Stored data entries:
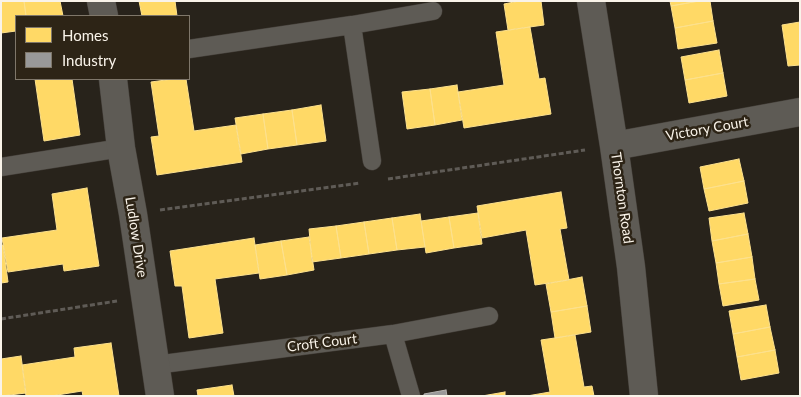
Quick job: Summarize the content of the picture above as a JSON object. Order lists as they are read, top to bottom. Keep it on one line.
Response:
{"streets":{"street":["Victory Court","Thornton Road","Ludlow Drive"],"lane":["Croft Court"]},"crossings":[["Victory Court","Thornton Road"],["Ludlow Drive","Croft Court"]],"legend":["Homes","Industry"]}
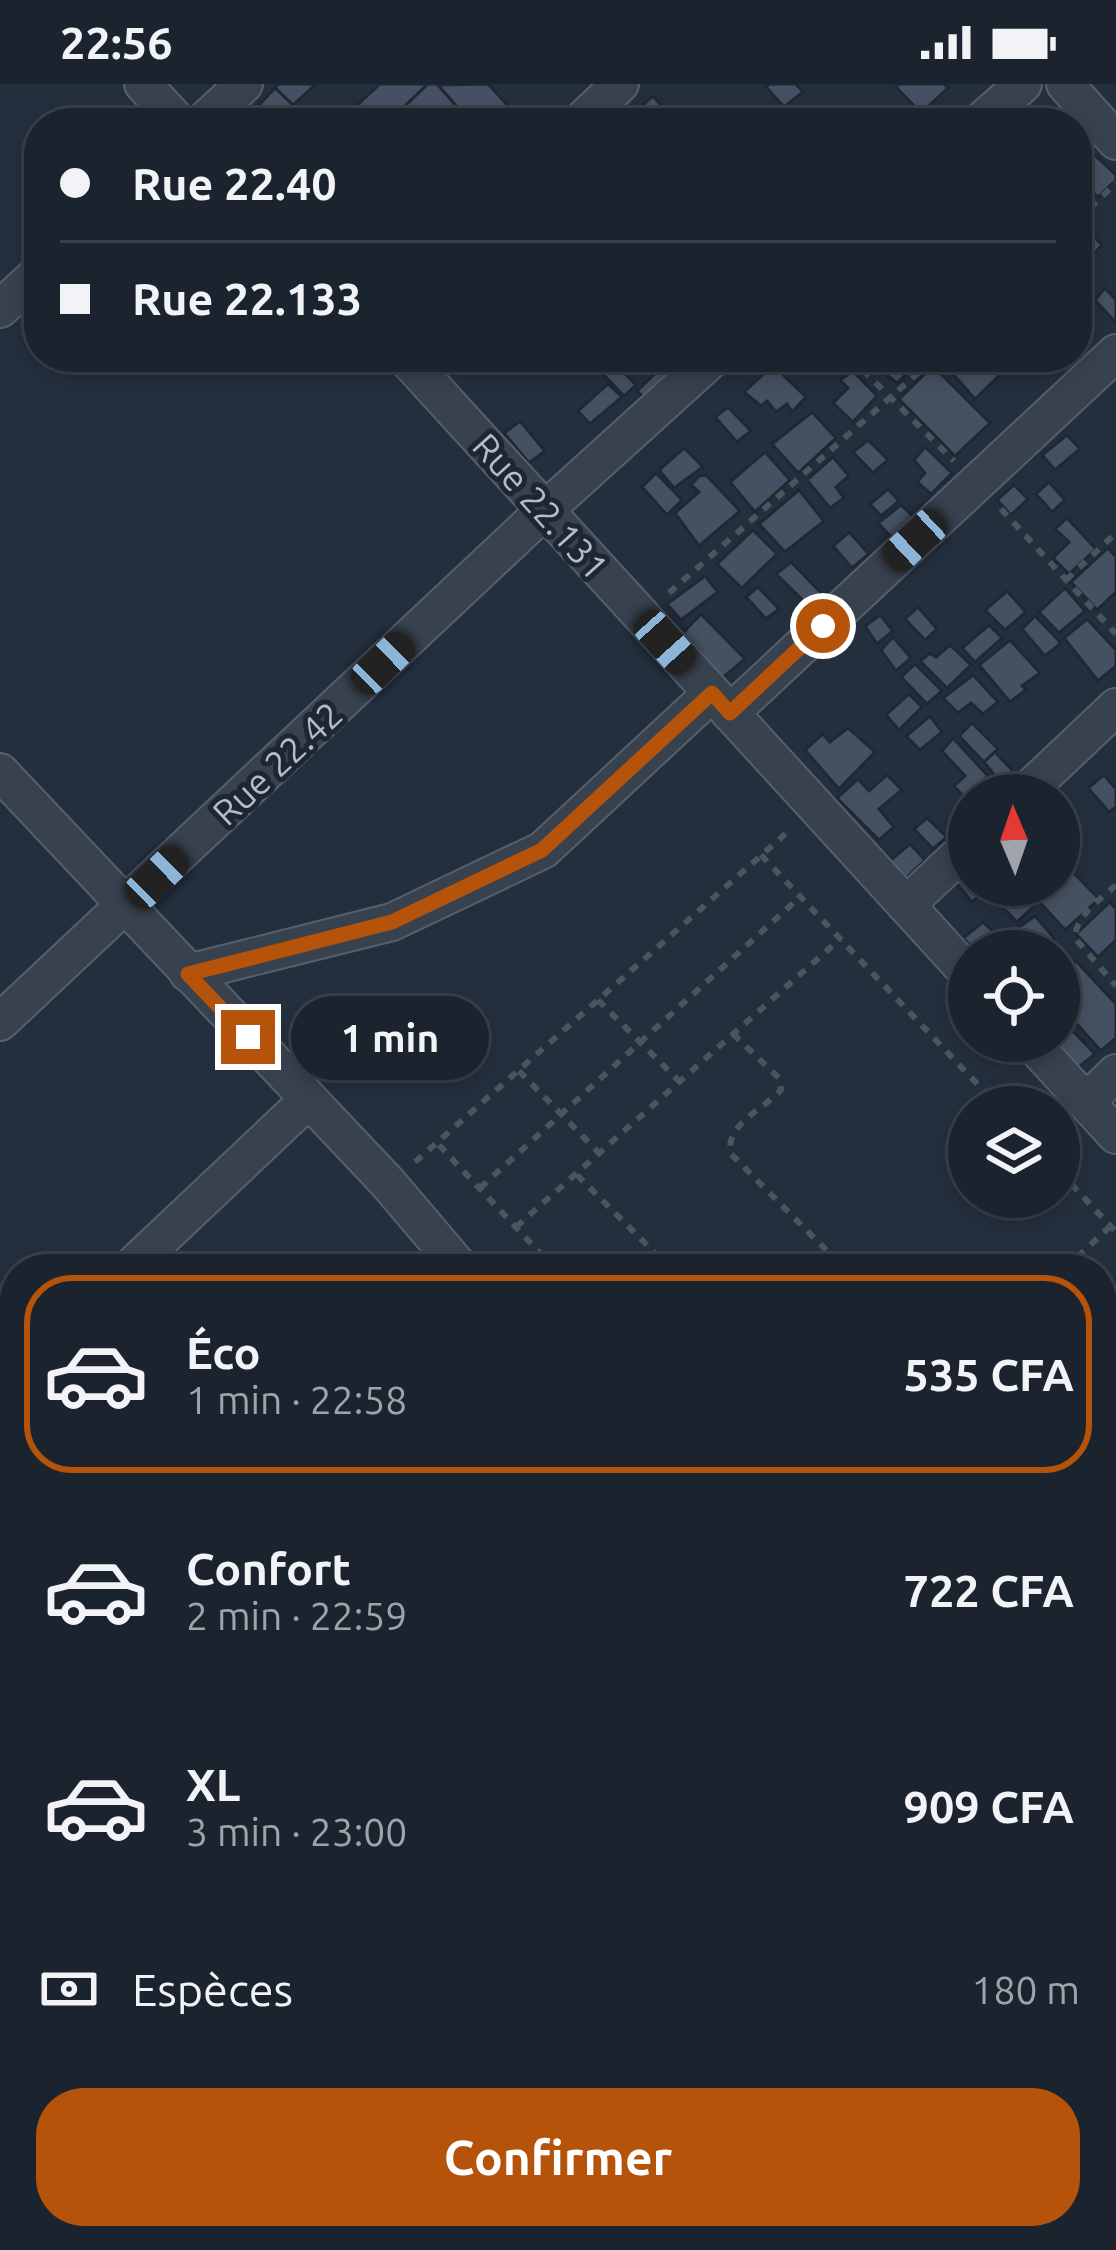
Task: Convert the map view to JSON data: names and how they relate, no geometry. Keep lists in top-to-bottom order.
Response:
{
  "streets": {
    "street": ["Rue 22.131", "Rue 22.42"]
  },
  "crossings": [
    ["Rue 22.131", "Rue 22.42"]
  ],
  "north": "top",
  "page": {
    "status": "22:56",
    "banner": ["Rue 22.40", "Rue 22.133"],
    "bubble": "1 min",
    "list": [
      {
        "name": "Éco",
        "note": "1 min · 22:58",
        "value": "535 CFA"
      },
      {
        "name": "Confort",
        "note": "2 min · 22:59",
        "value": "722 CFA"
      },
      {
        "name": "XL",
        "note": "3 min · 23:00",
        "value": "909 CFA"
      }
    ],
    "pay": ["Espèces", "180 m"],
    "buttons": "Confirmer"
  }
}
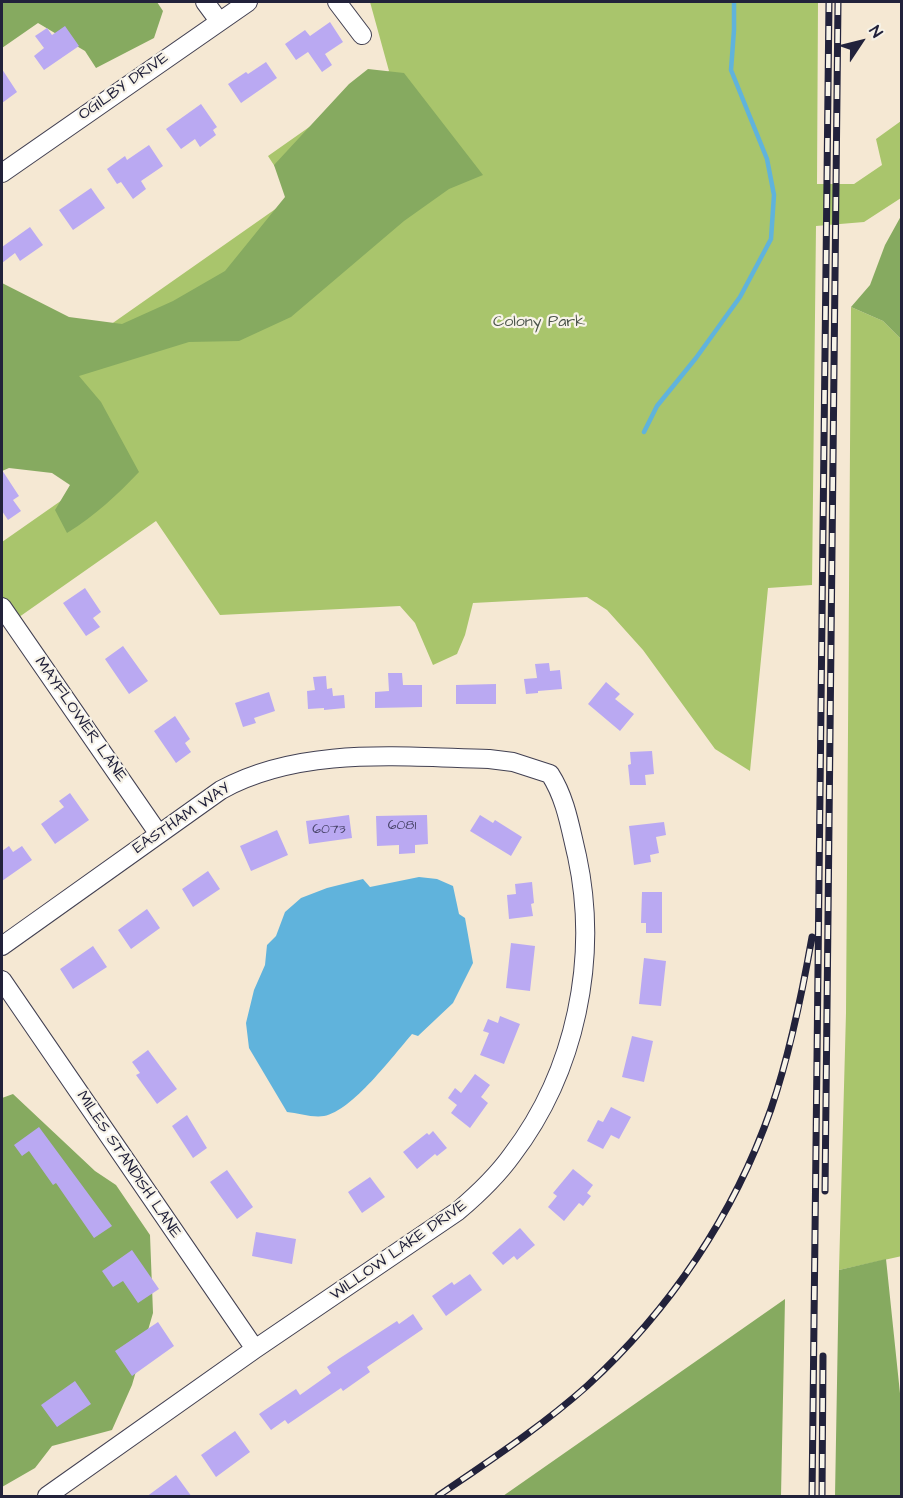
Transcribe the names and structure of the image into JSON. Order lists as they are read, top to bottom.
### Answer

## EXERCISE:
Although the records contain pictures, the output must hold only their exact wording.

## TASK ANSWER:
Quick job: Summarize the content of the picture above as a JSON object. Order lists as they are read, top to bottom. Keep it on one line.
Response:
{"streets":{"street":["Victory Court","Thornton Road","Ludlow Drive"],"lane":["Croft Court"]},"crossings":[["Victory Court","Thornton Road"],["Ludlow Drive","Croft Court"]],"legend":["Homes","Industry"]}
Task: Convert the map view to JSON data: names and how they relate, no geometry. Keep lists in top-to-bottom order.
Response:
{
  "streets": {
    "street": ["Rue 22.131", "Rue 22.42"]
  },
  "crossings": [
    ["Rue 22.131", "Rue 22.42"]
  ],
  "north": "top",
  "page": {
    "status": "22:56",
    "banner": ["Rue 22.40", "Rue 22.133"],
    "bubble": "1 min",
    "list": [
      {
        "name": "Éco",
        "note": "1 min · 22:58",
        "value": "535 CFA"
      },
      {
        "name": "Confort",
        "note": "2 min · 22:59",
        "value": "722 CFA"
      },
      {
        "name": "XL",
        "note": "3 min · 23:00",
        "value": "909 CFA"
      }
    ],
    "pay": ["Espèces", "180 m"],
    "buttons": "Confirmer"
  }
}
Transcribe the names and structure of the image into JSON. Order lists as they are read, top to bottom.
### Answer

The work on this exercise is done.